Australia’s advantages in agriculture could quickly be overshadowed by countries that have developed more sophisticated technologies.
This all sounds very exciting. It’s just that the countries that develop and adopt this technology will be the ones that increasingly lead the world in agriculture. Unless we embrace these changes, Australia’s traditional advantages in agriculture could quickly be overshadowed by countries that have embraced and developed more sophisticated technologies.
More generally, the development of robotics has been dramatic, accelerated as a result of the restrictions imposed by the COVID-19 pandemic. In the last quarter of 2020, robotic purchases in the United States grew 64 per cent year on year. Robotics are making a huge contribution to productivity increases. Oxford Economics estimates that by 2030, robotisation will add $5 trillion to global GDP.
There is no doubt that the pandemic will accelerate technological change as well as changes in workplaces, and this will happen around the world. Out of lockdown has come working from home and this in and of itself has improved labour productivity by eliminating commuting time. Some studies suggest it has led to a 5 per cent increase in labour productivity. These figures are disputed, but the trend is clear.
The implementation of e-commerce and the digitisation of the workplace is estimated by Goldman Sachs to be adding between 2 per cent and 7 per cent to productivity above trend. That is quite dramatic.
What is particularly interesting is that a number of developing countries are embracing digitisation, and this is having a dramatic impact on their economies. In Vietnam, e-commerce is growing by about 40 per cent annually, and more broadly in south-east Asia the digital economy is expected to triple to $300 billion by 2025.
That is impressive. And these are our neighbours.
Normally, during recessions business investment declines quite substantially. Yet in the US the recession induced by COVID-19 measures has had the reverse affect.
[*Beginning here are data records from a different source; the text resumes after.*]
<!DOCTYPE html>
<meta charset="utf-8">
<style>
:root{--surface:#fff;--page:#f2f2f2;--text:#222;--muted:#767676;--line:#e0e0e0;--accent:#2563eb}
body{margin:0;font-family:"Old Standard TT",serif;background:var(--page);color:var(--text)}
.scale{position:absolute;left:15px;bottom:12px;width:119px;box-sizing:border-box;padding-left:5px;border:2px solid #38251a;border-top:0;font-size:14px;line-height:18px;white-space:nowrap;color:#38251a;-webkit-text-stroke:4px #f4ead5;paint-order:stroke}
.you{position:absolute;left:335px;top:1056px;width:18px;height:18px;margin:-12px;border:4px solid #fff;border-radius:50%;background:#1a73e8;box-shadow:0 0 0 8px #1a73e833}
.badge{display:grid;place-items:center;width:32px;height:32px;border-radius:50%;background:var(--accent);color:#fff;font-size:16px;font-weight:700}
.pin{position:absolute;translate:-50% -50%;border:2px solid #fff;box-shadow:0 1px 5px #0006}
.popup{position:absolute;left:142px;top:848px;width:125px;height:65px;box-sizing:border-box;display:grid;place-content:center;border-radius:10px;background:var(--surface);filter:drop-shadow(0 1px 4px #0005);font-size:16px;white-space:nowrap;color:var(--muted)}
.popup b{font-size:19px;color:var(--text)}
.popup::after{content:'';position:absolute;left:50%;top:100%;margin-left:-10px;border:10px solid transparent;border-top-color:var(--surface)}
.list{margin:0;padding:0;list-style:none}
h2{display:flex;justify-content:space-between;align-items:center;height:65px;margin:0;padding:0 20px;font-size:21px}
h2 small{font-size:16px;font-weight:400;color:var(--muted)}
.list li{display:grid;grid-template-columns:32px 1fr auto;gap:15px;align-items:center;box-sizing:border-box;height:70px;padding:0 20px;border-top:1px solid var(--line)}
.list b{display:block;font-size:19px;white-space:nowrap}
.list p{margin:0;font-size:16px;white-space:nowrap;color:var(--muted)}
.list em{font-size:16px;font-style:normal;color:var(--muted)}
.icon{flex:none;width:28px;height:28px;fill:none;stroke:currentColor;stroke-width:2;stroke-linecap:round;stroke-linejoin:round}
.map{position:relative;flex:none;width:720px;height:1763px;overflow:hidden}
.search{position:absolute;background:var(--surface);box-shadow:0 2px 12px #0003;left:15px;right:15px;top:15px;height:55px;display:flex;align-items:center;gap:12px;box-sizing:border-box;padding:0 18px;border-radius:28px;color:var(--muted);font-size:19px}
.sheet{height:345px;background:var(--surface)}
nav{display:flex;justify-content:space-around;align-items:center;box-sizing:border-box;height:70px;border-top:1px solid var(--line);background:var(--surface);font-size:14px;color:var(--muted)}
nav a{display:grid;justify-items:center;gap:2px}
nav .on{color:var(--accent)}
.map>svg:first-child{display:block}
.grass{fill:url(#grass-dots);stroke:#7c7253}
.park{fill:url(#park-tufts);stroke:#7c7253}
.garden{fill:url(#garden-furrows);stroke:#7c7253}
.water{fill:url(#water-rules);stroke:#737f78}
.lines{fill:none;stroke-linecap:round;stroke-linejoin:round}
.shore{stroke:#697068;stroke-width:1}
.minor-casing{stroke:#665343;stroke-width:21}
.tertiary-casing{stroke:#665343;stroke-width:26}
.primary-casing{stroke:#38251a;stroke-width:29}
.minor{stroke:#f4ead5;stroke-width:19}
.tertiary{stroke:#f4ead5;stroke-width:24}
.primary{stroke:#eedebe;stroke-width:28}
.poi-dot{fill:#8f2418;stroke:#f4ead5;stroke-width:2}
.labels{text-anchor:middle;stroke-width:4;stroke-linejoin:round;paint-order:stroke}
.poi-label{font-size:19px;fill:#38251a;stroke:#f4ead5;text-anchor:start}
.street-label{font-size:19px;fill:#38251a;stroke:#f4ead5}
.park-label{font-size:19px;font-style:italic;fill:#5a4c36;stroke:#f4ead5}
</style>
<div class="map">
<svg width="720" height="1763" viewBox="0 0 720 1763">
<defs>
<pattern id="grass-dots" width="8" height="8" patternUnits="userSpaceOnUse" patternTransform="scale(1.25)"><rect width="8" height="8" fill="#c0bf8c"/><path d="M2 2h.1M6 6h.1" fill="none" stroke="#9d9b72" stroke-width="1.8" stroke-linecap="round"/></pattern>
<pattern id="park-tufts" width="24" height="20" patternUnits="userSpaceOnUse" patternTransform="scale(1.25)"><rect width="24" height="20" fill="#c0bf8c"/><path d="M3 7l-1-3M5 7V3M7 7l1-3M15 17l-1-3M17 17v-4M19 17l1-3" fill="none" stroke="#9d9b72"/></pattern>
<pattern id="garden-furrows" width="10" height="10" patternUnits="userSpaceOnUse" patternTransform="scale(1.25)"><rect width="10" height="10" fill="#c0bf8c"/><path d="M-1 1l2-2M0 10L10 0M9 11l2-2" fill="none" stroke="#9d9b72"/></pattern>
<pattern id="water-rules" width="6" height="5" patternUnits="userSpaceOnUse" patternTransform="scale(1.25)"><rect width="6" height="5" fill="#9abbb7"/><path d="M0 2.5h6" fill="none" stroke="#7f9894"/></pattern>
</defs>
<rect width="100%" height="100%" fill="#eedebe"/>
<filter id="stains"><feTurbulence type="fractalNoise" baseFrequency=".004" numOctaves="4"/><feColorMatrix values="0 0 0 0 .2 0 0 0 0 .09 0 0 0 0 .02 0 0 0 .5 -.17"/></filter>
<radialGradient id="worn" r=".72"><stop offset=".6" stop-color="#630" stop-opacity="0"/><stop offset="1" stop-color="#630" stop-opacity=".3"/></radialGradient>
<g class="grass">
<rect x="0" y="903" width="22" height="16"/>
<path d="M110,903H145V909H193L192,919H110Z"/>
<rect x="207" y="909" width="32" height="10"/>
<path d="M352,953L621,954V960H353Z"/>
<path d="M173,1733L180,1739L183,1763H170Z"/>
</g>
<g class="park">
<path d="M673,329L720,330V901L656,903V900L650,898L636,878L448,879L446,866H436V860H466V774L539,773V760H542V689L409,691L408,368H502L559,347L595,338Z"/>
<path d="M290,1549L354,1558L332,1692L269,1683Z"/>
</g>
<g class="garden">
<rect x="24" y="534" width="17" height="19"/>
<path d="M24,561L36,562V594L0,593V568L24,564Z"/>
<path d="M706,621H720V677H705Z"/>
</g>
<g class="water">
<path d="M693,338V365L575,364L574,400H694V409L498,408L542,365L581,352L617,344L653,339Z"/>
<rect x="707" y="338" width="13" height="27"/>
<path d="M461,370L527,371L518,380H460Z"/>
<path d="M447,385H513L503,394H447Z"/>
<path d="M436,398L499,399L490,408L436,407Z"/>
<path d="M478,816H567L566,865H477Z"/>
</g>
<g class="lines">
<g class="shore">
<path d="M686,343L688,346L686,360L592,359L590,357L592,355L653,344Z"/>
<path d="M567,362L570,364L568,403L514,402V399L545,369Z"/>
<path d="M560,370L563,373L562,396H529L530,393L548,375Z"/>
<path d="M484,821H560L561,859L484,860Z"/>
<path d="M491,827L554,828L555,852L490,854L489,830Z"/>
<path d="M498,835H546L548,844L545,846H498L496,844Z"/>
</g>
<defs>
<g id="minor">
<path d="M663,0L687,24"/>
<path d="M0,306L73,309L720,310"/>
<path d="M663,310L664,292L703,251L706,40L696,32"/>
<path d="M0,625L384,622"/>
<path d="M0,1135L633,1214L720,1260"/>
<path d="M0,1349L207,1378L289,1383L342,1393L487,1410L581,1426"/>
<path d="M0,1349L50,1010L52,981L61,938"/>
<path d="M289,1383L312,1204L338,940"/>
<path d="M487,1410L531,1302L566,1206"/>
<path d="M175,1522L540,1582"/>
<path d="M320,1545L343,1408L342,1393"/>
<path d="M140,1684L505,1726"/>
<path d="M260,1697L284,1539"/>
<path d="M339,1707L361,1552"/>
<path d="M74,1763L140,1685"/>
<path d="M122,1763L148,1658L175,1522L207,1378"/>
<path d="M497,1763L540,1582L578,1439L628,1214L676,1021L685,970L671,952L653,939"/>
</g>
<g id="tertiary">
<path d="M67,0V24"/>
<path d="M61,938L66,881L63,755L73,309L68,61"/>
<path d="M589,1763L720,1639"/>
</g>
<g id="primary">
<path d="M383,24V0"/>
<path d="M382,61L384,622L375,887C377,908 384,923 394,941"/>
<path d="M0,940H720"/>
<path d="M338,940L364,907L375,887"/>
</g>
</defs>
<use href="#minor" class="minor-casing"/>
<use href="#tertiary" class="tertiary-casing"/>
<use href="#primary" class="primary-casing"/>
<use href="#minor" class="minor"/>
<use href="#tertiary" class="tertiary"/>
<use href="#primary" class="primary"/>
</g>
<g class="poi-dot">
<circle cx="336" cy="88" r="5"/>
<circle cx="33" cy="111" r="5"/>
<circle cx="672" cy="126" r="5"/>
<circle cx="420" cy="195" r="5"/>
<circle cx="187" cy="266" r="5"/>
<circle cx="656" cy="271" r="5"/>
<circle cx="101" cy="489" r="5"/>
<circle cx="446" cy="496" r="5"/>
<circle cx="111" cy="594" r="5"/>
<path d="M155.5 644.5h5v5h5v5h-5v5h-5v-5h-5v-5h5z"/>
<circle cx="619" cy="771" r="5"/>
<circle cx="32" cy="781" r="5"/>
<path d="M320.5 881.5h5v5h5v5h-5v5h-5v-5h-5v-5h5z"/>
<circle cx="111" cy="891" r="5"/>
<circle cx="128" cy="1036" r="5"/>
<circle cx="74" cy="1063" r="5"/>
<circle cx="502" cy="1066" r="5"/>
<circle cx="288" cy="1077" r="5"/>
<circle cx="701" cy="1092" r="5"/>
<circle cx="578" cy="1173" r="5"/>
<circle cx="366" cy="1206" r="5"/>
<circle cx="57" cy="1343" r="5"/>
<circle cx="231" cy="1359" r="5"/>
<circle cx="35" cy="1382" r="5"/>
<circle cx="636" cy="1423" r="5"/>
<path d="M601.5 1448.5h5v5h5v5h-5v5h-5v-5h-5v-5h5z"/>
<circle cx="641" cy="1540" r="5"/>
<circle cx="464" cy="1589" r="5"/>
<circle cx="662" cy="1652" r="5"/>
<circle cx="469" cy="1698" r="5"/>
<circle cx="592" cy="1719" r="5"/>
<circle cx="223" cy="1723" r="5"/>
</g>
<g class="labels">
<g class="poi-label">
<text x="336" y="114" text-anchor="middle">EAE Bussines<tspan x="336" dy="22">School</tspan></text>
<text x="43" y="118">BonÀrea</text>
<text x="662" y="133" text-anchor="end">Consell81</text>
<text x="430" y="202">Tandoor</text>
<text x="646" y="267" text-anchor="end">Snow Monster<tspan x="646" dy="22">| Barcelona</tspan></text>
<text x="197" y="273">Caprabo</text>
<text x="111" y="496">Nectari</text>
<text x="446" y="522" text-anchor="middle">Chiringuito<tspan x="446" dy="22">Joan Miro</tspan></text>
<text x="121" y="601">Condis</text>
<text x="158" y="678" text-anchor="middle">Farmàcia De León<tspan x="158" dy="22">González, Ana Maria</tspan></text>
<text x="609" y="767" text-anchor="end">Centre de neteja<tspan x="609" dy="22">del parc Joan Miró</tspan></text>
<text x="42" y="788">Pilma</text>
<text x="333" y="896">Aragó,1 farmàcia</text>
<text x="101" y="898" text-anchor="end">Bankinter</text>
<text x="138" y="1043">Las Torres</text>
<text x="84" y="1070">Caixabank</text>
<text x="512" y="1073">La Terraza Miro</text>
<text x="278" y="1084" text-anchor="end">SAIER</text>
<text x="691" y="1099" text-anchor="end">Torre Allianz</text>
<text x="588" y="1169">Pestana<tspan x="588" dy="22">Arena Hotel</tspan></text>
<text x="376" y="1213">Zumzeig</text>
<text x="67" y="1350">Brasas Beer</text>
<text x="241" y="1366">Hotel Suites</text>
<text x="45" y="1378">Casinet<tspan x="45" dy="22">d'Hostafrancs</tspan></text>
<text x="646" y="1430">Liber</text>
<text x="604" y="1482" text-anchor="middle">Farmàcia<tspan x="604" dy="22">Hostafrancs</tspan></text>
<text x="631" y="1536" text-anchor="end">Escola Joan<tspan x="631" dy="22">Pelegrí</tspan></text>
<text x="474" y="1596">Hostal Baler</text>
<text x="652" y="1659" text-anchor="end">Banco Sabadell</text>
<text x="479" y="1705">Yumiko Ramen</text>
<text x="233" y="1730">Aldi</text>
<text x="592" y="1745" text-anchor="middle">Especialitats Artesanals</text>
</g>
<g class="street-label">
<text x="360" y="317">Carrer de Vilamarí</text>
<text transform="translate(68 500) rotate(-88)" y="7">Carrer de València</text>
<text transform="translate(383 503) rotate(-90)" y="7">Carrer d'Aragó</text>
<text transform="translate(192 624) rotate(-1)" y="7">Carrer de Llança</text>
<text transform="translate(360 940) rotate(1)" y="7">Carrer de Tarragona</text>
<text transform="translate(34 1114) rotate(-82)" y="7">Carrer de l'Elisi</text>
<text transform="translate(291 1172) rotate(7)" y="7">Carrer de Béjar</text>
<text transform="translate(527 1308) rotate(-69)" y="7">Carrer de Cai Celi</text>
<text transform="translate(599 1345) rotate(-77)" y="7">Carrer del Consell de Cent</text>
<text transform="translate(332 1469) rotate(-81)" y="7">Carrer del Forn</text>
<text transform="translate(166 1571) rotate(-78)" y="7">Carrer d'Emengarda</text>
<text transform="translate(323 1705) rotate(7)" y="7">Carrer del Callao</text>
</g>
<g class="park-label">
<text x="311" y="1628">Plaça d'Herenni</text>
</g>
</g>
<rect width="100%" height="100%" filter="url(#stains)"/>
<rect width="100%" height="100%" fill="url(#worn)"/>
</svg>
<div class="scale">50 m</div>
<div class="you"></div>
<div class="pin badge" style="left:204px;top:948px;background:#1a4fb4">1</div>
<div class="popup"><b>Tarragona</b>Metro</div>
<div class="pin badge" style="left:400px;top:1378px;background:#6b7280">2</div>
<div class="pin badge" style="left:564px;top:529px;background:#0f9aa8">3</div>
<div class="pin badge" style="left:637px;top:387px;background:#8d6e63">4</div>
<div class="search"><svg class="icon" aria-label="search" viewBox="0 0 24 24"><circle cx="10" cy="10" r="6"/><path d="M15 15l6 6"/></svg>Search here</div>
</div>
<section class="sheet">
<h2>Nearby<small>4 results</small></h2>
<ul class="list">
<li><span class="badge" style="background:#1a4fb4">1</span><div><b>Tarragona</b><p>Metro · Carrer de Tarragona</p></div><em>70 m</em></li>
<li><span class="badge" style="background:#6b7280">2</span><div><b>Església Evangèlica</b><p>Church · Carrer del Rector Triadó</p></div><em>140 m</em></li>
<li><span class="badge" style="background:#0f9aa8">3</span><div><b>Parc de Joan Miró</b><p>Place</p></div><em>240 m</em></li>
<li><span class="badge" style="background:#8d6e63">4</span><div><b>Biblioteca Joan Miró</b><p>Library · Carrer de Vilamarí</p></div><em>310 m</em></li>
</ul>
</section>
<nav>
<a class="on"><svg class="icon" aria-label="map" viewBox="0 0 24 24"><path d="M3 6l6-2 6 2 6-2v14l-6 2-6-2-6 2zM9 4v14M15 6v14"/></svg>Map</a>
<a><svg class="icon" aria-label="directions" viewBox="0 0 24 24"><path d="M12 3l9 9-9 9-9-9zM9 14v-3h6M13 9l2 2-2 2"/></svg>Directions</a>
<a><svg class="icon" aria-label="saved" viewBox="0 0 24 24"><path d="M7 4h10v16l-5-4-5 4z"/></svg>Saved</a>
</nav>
A McKinsey report recently reported that three out of four business leaders surveyed expected investment to increase in the next year, and that investment will substantially focus on technological improvements.
It’s worth mentioning all these things at budget time. The recent federal budget sensibly focused on expanding outlays at a time of huge economic difficulty, and it has been an opportunity to address some shortfalls in areas such as aged care.
But it is worth remembering that the great drivers of the future, and in particular the people who will lift our living standards, are entrepreneurial investors adapting, embracing and introducing new technologies.
Growing living standards ultimately depend on rising productivity, which is a function of technological change. If we approach technology as a second or third-order issue, then expect our high living standards to stagnate in the years ahead.
Path to leadership in technology
That begs the question as to how Australia can become a leader in technology. There are three points to make about that.
First, Australia has not been a technological laggard. It has its own innovations, particularly in areas where it anyhow enjoys a comparative advantage, such as agriculture and mining. There’s no need to be too modest and suggest that we do not have an innovative and technologically sophisticated society. We do. What is more, Australian consumers are ready to embrace new technology – more so than many other cultures.
Second, invention, research and development and new industries thrive in an environment that encourages that sort of entrepreneurial activity. The right sort of regulatory and tax environment is critically important. Over the past few years, high-tech businesses have been fleeing American states with heavy regulation and high taxes such as California to low-tax, low-regulation states such as Texas.
Third, in Australia, we hardly debate these issues. Throughout the budget period there were questions about whether the government is providing enough funding for aged care or whether benefits are sufficiently generous. Let’s face it, if it wasn’t for the improvements in productivity generated by technological change, there wouldn’t be any money for benefits at all!